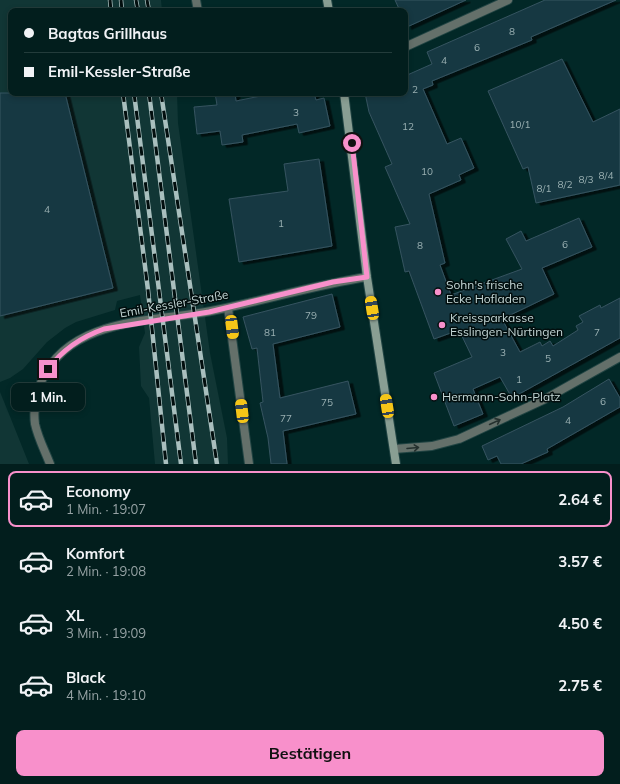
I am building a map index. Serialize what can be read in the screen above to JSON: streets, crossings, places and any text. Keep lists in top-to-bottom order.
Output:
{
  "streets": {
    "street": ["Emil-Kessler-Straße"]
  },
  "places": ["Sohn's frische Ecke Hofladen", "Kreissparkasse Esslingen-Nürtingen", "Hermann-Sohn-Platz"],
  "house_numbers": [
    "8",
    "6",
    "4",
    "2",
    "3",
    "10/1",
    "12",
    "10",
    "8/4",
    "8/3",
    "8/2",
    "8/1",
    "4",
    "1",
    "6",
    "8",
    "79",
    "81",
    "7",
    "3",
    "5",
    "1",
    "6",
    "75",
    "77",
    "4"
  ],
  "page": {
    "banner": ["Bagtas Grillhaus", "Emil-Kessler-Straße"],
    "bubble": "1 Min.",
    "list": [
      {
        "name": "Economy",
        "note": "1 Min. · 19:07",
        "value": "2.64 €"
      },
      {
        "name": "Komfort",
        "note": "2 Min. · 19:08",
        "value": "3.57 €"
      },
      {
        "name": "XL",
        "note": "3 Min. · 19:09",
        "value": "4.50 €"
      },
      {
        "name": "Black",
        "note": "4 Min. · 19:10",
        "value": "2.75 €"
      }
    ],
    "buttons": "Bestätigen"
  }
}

Problem statement
Leave out the pictures and retype the rest of the entries exactly.

Answer to the exercise
I am building a map index. Serialize what can be read in the screen above to JSON: streets, crossings, places and any text. Keep lists in top-to-bottom order.
Output:
{
  "streets": {
    "street": ["Emil-Kessler-Straße"]
  },
  "places": ["Sohn's frische Ecke Hofladen", "Kreissparkasse Esslingen-Nürtingen", "Hermann-Sohn-Platz"],
  "house_numbers": [
    "8",
    "6",
    "4",
    "2",
    "3",
    "10/1",
    "12",
    "10",
    "8/4",
    "8/3",
    "8/2",
    "8/1",
    "4",
    "1",
    "6",
    "8",
    "79",
    "81",
    "7",
    "3",
    "5",
    "1",
    "6",
    "75",
    "77",
    "4"
  ],
  "page": {
    "banner": ["Bagtas Grillhaus", "Emil-Kessler-Straße"],
    "bubble": "1 Min.",
    "list": [
      {
        "name": "Economy",
        "note": "1 Min. · 19:07",
        "value": "2.64 €"
      },
      {
        "name": "Komfort",
        "note": "2 Min. · 19:08",
        "value": "3.57 €"
      },
      {
        "name": "XL",
        "note": "3 Min. · 19:09",
        "value": "4.50 €"
      },
      {
        "name": "Black",
        "note": "4 Min. · 19:10",
        "value": "2.75 €"
      }
    ],
    "buttons": "Bestätigen"
  }
}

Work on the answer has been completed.